▶ **What is needed**:
Could you retype the material, starting at its first line and ending with the line holding "font-size:16px; font-style:normal; color:var(--muted)", and keep the pictures out?

▶ **Records supplied**:
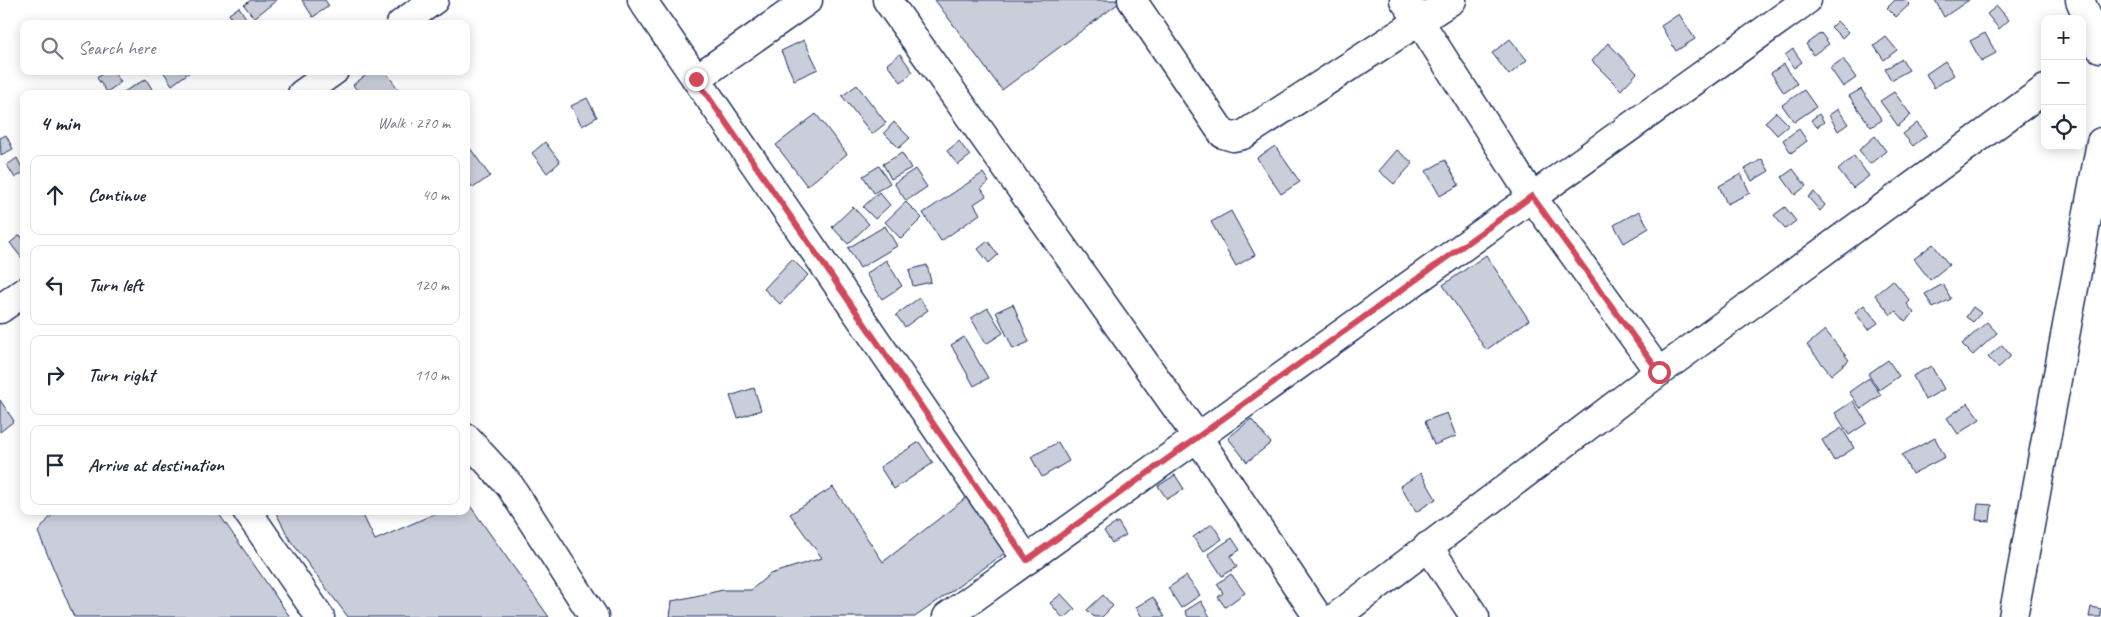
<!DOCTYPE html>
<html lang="en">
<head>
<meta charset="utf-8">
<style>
	:root { --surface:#fff; --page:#f2f2f3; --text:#1f2937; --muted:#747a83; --line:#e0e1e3 }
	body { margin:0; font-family:Caveat,sans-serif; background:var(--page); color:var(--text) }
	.controls { position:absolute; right:15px; top:15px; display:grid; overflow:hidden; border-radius:10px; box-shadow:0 2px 12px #0003 }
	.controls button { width:45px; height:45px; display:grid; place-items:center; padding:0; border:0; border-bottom:1px solid var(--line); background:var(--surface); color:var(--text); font:25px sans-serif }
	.stop { position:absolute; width:15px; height:15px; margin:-11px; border:4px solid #d1495b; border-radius:50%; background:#fff }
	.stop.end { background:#d1495b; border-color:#fff; box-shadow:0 1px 5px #0008 }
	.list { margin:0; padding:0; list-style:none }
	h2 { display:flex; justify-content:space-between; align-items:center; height:65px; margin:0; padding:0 20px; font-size:21px }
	h2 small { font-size:16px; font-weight:400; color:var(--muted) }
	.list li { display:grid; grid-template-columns:32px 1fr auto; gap:15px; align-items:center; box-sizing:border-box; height:80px; margin:0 10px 10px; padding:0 10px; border:1px solid var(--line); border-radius:10px }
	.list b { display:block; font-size:19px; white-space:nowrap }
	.list em { font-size:16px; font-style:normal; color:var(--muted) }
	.icon { flex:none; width:28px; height:28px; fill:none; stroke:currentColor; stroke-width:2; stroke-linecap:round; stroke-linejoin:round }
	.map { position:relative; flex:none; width:2101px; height:617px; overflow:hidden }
	.search { position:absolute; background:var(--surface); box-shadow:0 2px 12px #0003; left:20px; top:20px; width:450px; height:55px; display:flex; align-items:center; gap:12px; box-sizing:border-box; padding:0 18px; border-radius:10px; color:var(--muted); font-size:19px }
	.panel { position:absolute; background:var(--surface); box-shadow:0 2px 12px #0003; left:20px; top:90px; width:450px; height:425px; border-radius:10px }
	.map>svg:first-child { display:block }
	.building { fill:#caceda; stroke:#1b2f5e }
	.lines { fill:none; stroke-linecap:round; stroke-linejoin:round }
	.minor-casing { stroke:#1b2f5e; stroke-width:31 }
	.minor { stroke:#fff; stroke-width:28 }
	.route { stroke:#d1495b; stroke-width:6 }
</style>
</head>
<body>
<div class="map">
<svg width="2101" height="617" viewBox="0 0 2101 617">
	<rect width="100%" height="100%" fill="#fff"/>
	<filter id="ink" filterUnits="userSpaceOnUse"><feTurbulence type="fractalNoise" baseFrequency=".02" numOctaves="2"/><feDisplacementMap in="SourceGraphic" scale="10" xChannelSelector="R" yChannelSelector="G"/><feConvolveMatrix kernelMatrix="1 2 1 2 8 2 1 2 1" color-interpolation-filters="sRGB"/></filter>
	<g filter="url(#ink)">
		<!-- building -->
		<g class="building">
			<path d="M251 0H277L254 18 244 5Z"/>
			<path d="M302 0H325L329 6 313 17Z"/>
			<path d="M935 0H1123L1002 90Z"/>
			<path d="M1895 0H1906L1910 4 1896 17 1887 8Z"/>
			<path d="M1935 0H1969L1944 17Z"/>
			<path d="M1997 6 2009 20 1999 29 1987 14Z"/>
			<path d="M239 7 249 23 247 24H235L229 14Z"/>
			<path d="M1679 14 1695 39 1676 51 1661 26Z"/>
			<path d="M1837 21 1848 32 1842 38 1831 27Z"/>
			<path d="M1821 33 1829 44 1813 55 1806 44Z"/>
			<path d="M1985 33 1996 53 1981 61 1970 41Z"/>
			<path d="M1886 37 1897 50 1884 60 1874 46Z"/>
			<path d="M1510 39 1527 60 1509 75 1492 53Z"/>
			<path d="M804 40 818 69 794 80 781 51Z"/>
			<path d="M1608 43 1637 73 1621 90 1592 61Z"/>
			<path d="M1793 49 1802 62 1794 68 1785 55Z"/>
			<path d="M900 54 913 72 901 82 887 64Z"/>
			<path d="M1843 59 1856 78 1843 87 1830 68Z"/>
			<path d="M1902 59 1909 70 1891 80 1885 69Z"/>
			<path d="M1945 61 1954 75 1934 88 1926 74Z"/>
			<path d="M1784 64 1797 84 1784 93 1771 73Z"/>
			<path d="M105 71H113L121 82 107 92 97 78Z"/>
			<path d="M163 71H191L172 85Z"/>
			<path d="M371 71H385L398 89 391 94H360L353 85Z"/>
			<path d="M146 79 152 89 144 94H120Z"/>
			<path d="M857 85 886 123 872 134 842 96Z"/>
			<path d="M1861 89 1882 120 1871 127 1849 96Z"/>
			<path d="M1804 90 1816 107 1794 122 1782 105Z"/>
			<path d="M1894 92 1911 115 1898 126 1880 101Z"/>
			<path d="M587 98 597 117 582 126 571 106Z"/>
			<path d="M1838 109 1848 124 1838 131 1829 115Z"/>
			<path d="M1776 112 1789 125 1777 135 1765 122Z"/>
			<path d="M816 114 847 154 807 186 776 145Z"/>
			<path d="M1819 114 1824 122 1817 127 1811 120Z"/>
			<path d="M894 122 910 138 899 148 884 133Z"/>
			<path d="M1917 123 1927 135 1913 146 1903 134Z"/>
			<path d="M1799 129 1807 141 1791 153 1783 140Z"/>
			<path d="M6 135 13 149 1 155 0 138Z"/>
			<path d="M1875 136 1886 151 1870 164 1859 150Z"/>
			<path d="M959 141 970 156 958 165 947 151Z"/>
			<path d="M545 142 560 162 547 173 532 153Z"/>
			<path d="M467 144 490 176 473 188 466 178Z"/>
			<path d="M1275 146 1300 182 1281 194 1257 158Z"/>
			<path d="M1397 150 1413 163 1394 184 1379 171Z"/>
			<path d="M902 153 911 168 891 179 883 164Z"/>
			<path d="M1854 156 1869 176 1853 188 1838 170Z"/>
			<path d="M17 158 24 172 15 178 7 165Z"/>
			<path d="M1762 159 1769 171 1752 181 1745 169Z"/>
			<path d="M1445 160 1459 185 1440 196 1426 171Z"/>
			<path d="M879 166 890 183 874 193 863 176Z"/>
			<path d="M915 169 927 187 906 201 894 183Z"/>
			<path d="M1793 169 1806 186 1795 195 1782 177Z"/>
			<path d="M983 173 989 182 981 188 986 196 974 204 980 214 941 241 923 213Z"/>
			<path d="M1741 174 1750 193 1727 204 1719 186Z"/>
			<path d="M879 192 890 205 875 219 863 207Z"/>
			<path d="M1814 192 1825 205 1820 211 1808 197Z"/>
			<path d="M906 202 922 218 901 239 885 222Z"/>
			<path d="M853 207 869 224 848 244 832 227Z"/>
			<path d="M1785 207 1796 221 1785 229 1774 215Z"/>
			<path d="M1231 211 1255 255 1236 266 1211 222Z"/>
			<path d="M1639 211 1649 228 1624 243 1614 225Z"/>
			<path d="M885 226 897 246 860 268 848 248Z"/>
			<path d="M20 235 24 240V261L10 243Z"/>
			<path d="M988 241 998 255 989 263 978 249Z"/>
			<path d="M1933 244 1949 265 1930 280 1914 259Z"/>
			<path d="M1486 255 1529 320 1486 350 1443 285Z"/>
			<path d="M792 259 808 275 780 304 764 289Z"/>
			<path d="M886 260 902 286 882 299 866 274Z"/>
			<path d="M927 265 931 282 913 286 909 270Z"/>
			<path d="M1893 280 1910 301 1907 304 1914 313 1905 321 1896 311 1891 315 1875 295Z"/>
			<path d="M1943 284 1951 299 1933 308 1925 294Z"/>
			<path d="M919 298 928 310 905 327 896 315Z"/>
			<path d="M1013 304 1029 342 1013 349 996 312Z"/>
			<path d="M1864 305 1878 323 1868 330 1855 312Z"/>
			<path d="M1973 307 1981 313 1973 322 1966 317Z"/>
			<path d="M988 308 1003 333 986 344 971 318Z"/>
			<path d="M1987 322 1997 333 1973 355 1962 344Z"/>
			<path d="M1825 330 1849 360 1831 375 1807 345Z"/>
			<path d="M964 337 988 378 974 386 951 345Z"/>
			<path d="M2002 345 2011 356 1998 368 1988 357Z"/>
			<path d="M1888 360 1899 376 1879 390 1868 374Z"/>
			<path d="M1931 366 1944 389 1925 400 1913 376Z"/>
			<path d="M1869 378 1881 395 1861 409 1849 392Z"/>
			<path d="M754 388 761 410 738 418 730 396Z"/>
			<path d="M0 400 14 421 0 432Z"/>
			<path d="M1853 401 1867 423 1849 435 1835 413Z"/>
			<path d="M1968 403 1980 419 1958 434 1947 418Z"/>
			<path d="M1447 413 1456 436 1434 445 1425 421Z"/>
			<path d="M1251 419 1271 443 1247 462 1228 438Z"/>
			<path d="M1842 428 1854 448 1834 461 1822 440Z"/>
			<path d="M1935 438 1945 457 1912 474 1902 455Z"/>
			<path d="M919 442 933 463 894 489 880 467Z"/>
			<path d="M1058 442 1069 461 1042 477 1031 457Z"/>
			<path d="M1421 473 1436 499 1416 512 1400 486Z"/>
			<path d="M1175 475 1184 489 1167 499 1158 486Z"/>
			<path d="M833 487 883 562 967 497 1005 553 915 617H670L672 601 723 590H751L770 574 822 558 790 514Z"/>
			<path d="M466 500 549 617H348L290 540 275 511H361L375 540 441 511H466Z"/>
			<path d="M1978 504 1992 505 1990 521 1976 520Z"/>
			<path d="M55 511H217L290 617H74L38 532Z"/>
			<path d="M1118 522 1126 535 1112 543 1104 531Z"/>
			<path d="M1212 524 1222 539 1203 552 1193 537Z"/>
			<path d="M1232 538 1240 550 1230 556 1237 567 1222 576 1208 554Z"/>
			<path d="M1231 574 1245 593 1225 607 1218 597 1223 593 1217 584Z"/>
			<path d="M1186 576 1200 595 1181 608 1168 588Z"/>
			<path d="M1061 594 1075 609 1066 617H1062L1050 603Z"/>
			<path d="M1103 595 1113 606 1102 617H1094L1087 610Z"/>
			<path d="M1153 597 1165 617H1142L1136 607Z"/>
			<path d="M1201 601 1210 617H1188L1185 611Z"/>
			<path d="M2091 607 2101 609V617H2089Z"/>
		</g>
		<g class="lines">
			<defs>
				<g id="minor">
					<path d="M642 0 1027 560"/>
					<path d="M887 0 1198 438 1318 617"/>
					<path d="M1132 0 1223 134 1233 137 1243 135 1452 0"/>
					<path d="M1404 0 1420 22 1532 197 1659 372"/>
					<path d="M2080 0 2100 48"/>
					<path d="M401 24 434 0"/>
					<path d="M696 79 808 0"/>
					<path d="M302 94 334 71"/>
					<path d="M0 309 24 292"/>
					<path d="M466 438 510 486 594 617"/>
					<path d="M247 511 320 617"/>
					<path d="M1428 546 1475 617"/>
					<path d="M947 617 1807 0"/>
					<path d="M1336 617 1659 372 2045 89"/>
					<path d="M2013 617 2101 142"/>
				</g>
			</defs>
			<!-- minor casing -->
			<use href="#minor" class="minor-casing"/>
			<!-- minor -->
			<use href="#minor" class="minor"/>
		</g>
	</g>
	<g class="lines" filter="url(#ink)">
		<!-- route -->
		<path class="route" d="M696 79 1027 560 1532 196 1659 372"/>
	</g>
</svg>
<div class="controls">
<button>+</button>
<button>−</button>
<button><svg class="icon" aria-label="locate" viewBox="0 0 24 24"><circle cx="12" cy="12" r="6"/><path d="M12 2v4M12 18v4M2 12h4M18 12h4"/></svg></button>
</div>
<div class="stop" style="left:1659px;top:372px"></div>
<div class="stop end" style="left:696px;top:79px"></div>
<div class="search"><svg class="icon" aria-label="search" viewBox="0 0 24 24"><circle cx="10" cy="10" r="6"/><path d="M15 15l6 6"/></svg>Search here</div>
<section class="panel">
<h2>4 min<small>Walk · 270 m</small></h2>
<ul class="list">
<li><svg class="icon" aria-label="ahead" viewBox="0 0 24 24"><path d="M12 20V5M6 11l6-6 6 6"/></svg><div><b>Continue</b></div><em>40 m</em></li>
<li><svg class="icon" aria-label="left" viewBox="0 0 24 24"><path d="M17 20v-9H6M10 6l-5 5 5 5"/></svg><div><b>Turn left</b></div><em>120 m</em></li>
<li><svg class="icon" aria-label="right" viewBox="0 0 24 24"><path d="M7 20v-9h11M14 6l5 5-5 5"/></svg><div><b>Turn right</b></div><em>110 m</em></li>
<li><svg class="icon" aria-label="arrive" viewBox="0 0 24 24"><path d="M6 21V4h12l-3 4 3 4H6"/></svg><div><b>Arrive at destination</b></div></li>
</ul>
</section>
</div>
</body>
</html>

▶ **Task solution**:
<!DOCTYPE html>
<html lang="en">
<head>
<meta charset="utf-8">
<style>
	:root { --surface:#fff; --page:#f2f2f3; --text:#1f2937; --muted:#747a83; --line:#e0e1e3 }
	body { margin:0; font-family:Caveat,sans-serif; background:var(--page); color:var(--text) }
	.controls { position:absolute; right:15px; top:15px; display:grid; overflow:hidden; border-radius:10px; box-shadow:0 2px 12px #0003 }
	.controls button { width:45px; height:45px; display:grid; place-items:center; padding:0; border:0; border-bottom:1px solid var(--line); background:var(--surface); color:var(--text); font:25px sans-serif }
	.stop { position:absolute; width:15px; height:15px; margin:-11px; border:4px solid #d1495b; border-radius:50%; background:#fff }
	.stop.end { background:#d1495b; border-color:#fff; box-shadow:0 1px 5px #0008 }
	.list { margin:0; padding:0; list-style:none }
	h2 { display:flex; justify-content:space-between; align-items:center; height:65px; margin:0; padding:0 20px; font-size:21px }
	h2 small { font-size:16px; font-weight:400; color:var(--muted) }
	.list li { display:grid; grid-template-columns:32px 1fr auto; gap:15px; align-items:center; box-sizing:border-box; height:80px; margin:0 10px 10px; padding:0 10px; border:1px solid var(--line); border-radius:10px }
	.list b { display:block; font-size:19px; white-space:nowrap }
	.list em { font-size:16px; font-style:normal; color:var(--muted) }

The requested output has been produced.